-- WORK INSTRUCTION --
Set down word for word the lines that begin the entries and run through the line containing "function write(font, color, halo, rows, align". Give nothing further.

[[ EXERCISE MATERIAL, beginning ]]

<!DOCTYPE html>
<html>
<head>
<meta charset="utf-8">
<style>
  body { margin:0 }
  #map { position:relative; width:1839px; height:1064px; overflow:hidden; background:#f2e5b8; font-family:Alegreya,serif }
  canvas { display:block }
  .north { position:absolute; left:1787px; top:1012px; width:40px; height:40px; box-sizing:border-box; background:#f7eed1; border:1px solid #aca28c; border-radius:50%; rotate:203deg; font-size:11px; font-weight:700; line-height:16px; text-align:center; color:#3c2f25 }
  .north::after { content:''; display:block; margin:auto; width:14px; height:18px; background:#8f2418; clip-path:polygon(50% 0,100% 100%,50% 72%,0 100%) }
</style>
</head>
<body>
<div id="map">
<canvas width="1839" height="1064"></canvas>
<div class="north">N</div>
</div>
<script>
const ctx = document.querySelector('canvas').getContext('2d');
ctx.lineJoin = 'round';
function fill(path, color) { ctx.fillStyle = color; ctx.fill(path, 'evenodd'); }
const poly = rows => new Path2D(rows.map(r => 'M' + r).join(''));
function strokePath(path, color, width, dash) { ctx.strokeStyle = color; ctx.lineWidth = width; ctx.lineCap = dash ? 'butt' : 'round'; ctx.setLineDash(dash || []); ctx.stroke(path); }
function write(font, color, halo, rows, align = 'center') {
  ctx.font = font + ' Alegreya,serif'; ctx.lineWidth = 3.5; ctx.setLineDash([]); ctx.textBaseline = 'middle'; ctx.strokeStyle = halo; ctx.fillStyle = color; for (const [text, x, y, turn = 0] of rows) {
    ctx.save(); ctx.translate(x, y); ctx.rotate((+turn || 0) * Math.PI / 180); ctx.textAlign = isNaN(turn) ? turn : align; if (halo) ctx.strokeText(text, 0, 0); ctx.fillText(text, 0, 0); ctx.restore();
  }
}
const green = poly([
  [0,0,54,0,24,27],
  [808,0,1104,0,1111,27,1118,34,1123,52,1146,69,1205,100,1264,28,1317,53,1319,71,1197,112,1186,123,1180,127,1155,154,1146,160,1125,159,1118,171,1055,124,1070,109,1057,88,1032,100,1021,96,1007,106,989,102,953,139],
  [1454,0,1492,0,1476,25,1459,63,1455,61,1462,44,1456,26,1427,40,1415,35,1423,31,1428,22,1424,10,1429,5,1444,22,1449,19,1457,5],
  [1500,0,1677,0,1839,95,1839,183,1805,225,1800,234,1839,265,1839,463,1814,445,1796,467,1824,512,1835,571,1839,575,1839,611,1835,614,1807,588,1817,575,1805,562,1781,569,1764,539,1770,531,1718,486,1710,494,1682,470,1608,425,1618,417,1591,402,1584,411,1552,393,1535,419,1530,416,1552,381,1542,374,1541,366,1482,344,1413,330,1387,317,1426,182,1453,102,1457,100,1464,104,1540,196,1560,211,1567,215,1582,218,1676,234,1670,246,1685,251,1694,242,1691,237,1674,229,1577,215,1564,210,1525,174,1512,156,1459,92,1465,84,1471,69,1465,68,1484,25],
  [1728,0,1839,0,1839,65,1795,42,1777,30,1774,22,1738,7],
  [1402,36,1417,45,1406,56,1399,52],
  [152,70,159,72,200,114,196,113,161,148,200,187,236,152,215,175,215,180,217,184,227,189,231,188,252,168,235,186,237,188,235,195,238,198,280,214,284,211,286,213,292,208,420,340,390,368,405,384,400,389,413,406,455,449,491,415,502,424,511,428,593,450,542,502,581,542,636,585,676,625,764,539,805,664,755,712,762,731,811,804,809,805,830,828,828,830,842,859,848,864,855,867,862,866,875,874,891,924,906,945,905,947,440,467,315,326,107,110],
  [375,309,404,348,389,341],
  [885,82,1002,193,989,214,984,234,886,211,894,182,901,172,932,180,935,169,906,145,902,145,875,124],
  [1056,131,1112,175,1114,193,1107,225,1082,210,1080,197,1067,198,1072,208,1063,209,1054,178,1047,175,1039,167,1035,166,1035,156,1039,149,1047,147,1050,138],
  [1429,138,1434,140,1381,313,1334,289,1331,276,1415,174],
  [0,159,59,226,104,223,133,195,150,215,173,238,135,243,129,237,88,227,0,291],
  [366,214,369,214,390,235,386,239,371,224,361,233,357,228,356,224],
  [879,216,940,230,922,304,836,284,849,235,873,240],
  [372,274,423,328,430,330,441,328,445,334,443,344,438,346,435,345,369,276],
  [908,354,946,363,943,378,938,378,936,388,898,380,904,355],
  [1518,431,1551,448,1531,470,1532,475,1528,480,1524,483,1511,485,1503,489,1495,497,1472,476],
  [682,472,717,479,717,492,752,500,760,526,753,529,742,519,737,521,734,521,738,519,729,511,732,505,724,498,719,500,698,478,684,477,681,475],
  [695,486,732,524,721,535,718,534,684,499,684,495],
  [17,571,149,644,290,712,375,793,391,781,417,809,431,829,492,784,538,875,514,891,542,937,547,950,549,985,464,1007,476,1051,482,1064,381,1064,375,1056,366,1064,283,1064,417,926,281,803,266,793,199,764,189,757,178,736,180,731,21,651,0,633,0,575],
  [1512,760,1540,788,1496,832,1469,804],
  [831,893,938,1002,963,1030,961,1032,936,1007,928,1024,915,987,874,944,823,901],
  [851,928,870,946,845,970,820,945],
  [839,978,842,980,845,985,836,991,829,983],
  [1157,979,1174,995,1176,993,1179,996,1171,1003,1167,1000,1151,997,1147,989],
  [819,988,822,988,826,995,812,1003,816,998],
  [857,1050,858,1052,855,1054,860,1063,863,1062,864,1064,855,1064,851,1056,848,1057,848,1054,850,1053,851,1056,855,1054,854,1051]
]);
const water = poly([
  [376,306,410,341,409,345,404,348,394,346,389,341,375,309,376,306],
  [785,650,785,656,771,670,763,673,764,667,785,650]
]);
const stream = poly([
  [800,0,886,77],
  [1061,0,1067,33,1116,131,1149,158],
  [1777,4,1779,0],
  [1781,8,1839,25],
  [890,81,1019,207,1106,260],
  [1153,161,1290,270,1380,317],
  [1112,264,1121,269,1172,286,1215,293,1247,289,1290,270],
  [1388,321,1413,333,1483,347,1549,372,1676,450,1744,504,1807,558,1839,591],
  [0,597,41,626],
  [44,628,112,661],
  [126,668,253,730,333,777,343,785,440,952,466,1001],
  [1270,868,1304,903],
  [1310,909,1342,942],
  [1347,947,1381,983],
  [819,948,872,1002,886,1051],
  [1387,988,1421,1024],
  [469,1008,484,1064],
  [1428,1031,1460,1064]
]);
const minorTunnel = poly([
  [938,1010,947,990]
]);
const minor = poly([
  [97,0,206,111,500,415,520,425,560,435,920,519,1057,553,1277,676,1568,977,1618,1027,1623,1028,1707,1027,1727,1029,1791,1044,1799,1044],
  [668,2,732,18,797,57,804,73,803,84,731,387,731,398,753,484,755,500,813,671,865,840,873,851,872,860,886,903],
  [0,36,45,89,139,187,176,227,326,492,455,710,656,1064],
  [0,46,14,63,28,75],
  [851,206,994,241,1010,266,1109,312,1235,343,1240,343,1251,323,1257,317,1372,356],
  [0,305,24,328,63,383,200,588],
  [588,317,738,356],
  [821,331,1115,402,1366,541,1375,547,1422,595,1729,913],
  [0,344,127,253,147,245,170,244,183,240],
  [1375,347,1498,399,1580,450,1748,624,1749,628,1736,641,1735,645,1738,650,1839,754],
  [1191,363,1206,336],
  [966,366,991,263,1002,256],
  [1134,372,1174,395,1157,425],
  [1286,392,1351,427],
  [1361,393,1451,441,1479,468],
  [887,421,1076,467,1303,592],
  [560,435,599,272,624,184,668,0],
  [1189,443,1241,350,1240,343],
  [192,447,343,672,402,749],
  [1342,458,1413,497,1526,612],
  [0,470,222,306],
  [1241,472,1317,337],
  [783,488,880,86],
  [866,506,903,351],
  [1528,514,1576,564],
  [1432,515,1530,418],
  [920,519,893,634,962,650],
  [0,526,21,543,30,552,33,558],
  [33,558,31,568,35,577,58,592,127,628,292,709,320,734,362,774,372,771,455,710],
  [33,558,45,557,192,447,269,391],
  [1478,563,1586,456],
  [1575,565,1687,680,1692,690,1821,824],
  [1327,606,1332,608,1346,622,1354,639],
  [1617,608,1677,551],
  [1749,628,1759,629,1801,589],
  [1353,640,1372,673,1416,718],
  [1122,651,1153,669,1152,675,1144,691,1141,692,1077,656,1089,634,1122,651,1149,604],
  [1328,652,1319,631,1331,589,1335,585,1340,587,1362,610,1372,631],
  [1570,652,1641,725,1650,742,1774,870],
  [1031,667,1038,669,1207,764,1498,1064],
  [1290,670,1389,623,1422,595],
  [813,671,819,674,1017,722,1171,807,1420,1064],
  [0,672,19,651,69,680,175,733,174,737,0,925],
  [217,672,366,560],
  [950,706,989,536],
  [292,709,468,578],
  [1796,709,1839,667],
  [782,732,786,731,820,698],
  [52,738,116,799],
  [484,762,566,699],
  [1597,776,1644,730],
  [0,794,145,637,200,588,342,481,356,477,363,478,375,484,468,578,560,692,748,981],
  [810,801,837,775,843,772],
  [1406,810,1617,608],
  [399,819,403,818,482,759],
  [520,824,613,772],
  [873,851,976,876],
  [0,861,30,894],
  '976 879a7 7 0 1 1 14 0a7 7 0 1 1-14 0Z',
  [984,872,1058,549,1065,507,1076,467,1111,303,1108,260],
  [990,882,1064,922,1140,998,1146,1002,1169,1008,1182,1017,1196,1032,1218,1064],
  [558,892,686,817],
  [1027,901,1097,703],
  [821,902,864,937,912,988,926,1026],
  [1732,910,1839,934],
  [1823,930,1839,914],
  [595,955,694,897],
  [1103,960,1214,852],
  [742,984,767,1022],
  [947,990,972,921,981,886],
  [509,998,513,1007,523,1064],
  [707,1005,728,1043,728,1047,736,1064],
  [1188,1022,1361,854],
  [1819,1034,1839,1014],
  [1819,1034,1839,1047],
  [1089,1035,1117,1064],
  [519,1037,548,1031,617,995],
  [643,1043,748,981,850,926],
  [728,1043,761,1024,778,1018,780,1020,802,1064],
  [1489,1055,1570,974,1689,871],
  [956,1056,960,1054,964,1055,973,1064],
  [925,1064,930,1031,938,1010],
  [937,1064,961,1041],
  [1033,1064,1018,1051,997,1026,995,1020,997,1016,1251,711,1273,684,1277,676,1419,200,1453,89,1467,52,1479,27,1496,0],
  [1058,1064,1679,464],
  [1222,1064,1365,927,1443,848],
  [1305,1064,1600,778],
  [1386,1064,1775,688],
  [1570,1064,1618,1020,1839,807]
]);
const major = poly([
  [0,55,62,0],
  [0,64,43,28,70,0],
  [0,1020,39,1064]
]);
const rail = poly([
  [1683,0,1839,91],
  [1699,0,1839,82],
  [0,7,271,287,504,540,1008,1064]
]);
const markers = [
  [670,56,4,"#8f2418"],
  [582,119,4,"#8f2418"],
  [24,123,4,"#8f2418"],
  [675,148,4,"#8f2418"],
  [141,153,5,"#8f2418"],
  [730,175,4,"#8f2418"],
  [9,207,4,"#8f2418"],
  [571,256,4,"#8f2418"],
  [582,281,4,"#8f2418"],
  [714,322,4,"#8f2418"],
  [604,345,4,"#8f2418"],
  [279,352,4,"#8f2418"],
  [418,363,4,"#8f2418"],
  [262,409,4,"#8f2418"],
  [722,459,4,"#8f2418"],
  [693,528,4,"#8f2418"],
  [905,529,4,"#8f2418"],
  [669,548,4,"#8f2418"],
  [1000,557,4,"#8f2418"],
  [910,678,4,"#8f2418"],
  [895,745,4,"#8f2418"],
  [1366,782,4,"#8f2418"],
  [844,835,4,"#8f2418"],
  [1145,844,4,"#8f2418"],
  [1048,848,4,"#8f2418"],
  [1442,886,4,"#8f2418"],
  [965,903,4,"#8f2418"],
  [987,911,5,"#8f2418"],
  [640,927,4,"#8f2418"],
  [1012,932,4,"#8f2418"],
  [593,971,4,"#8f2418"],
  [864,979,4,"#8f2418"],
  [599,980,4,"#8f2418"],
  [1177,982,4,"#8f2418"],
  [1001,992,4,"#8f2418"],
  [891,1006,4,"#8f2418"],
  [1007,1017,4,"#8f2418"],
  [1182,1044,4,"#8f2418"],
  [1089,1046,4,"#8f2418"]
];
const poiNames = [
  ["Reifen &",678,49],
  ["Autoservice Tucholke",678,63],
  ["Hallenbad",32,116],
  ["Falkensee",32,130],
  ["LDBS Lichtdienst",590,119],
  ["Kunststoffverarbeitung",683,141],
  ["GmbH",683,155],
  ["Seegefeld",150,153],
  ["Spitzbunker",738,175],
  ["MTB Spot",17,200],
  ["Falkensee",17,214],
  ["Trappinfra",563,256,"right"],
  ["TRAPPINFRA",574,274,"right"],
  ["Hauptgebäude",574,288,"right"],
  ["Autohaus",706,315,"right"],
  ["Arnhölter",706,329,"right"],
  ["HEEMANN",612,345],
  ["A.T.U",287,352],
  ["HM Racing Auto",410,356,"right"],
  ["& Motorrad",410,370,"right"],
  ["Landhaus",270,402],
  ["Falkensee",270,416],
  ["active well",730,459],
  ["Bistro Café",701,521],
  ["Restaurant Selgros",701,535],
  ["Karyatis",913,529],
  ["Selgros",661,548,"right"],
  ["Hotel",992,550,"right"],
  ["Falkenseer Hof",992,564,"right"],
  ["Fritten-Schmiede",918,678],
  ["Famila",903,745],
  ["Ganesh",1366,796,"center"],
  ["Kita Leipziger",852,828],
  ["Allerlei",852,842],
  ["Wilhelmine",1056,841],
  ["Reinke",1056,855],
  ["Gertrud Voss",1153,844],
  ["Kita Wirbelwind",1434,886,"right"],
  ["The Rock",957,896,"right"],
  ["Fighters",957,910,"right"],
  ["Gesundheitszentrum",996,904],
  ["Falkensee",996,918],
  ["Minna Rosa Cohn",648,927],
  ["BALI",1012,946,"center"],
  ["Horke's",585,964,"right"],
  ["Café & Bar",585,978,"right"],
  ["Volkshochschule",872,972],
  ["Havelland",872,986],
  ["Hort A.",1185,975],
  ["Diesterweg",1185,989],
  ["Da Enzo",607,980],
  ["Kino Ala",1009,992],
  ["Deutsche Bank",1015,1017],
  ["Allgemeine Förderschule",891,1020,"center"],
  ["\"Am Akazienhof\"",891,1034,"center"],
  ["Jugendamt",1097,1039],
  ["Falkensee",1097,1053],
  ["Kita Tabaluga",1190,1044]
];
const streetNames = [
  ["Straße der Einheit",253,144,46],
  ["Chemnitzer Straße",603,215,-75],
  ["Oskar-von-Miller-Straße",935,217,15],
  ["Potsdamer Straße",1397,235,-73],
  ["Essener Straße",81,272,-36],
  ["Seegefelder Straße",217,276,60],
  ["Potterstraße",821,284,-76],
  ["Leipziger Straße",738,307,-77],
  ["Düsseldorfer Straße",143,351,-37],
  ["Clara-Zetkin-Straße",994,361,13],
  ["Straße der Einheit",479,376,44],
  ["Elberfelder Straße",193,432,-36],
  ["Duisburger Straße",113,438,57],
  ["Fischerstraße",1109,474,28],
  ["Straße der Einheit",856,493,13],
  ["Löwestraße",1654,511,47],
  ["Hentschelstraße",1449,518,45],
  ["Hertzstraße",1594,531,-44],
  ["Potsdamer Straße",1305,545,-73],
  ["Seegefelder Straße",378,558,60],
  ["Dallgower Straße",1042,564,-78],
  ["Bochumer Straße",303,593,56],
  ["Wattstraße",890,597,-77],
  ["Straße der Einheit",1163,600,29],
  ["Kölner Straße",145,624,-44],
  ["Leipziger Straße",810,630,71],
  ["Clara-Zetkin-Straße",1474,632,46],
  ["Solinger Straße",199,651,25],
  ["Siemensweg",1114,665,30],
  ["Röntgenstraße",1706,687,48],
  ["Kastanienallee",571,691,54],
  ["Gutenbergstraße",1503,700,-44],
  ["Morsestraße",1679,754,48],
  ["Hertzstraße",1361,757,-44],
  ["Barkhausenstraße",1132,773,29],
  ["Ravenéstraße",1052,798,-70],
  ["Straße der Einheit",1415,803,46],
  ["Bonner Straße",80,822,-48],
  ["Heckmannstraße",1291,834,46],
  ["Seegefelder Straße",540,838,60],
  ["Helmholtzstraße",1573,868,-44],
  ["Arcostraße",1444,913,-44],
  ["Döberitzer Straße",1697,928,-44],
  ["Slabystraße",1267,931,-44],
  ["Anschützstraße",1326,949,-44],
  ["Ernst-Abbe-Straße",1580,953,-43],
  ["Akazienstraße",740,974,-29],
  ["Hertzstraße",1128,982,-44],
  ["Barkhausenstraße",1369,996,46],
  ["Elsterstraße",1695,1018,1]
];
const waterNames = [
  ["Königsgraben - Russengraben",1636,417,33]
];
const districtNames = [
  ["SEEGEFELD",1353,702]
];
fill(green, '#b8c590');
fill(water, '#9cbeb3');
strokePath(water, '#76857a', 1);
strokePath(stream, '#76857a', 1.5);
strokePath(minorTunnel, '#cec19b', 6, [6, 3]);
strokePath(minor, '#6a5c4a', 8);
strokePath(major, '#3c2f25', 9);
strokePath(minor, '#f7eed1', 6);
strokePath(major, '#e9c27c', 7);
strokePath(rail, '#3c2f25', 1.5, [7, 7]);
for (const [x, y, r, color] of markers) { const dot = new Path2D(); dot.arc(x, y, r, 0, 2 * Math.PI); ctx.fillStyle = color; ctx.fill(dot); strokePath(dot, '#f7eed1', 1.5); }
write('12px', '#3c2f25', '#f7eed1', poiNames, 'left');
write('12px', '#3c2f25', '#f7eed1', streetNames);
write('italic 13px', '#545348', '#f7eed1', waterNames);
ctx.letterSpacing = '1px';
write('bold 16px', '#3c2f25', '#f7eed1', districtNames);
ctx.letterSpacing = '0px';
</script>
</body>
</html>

[[ EXERCISE MATERIAL, end ]]

-- TASK OUTPUT --
<!DOCTYPE html>
<html>
<head>
<meta charset="utf-8">
<style>
  body { margin:0 }
  #map { position:relative; width:1839px; height:1064px; overflow:hidden; background:#f2e5b8; font-family:Alegreya,serif }
  canvas { display:block }
  .north { position:absolute; left:1787px; top:1012px; width:40px; height:40px; box-sizing:border-box; background:#f7eed1; border:1px solid #aca28c; border-radius:50%; rotate:203deg; font-size:11px; font-weight:700; line-height:16px; text-align:center; color:#3c2f25 }
  .north::after { content:''; display:block; margin:auto; width:14px; height:18px; background:#8f2418; clip-path:polygon(50% 0,100% 100%,50% 72%,0 100%) }
</style>
</head>
<body>
<div id="map">
<canvas width="1839" height="1064"></canvas>
<div class="north">N</div>
</div>
<script>
const ctx = document.querySelector('canvas').getContext('2d');
ctx.lineJoin = 'round';
function fill(path, color) { ctx.fillStyle = color; ctx.fill(path, 'evenodd'); }
const poly = rows => new Path2D(rows.map(r => 'M' + r).join(''));
function strokePath(path, color, width, dash) { ctx.strokeStyle = color; ctx.lineWidth = width; ctx.lineCap = dash ? 'butt' : 'round'; ctx.setLineDash(dash || []); ctx.stroke(path); }
function write(font, color, halo, rows, align = 'center') {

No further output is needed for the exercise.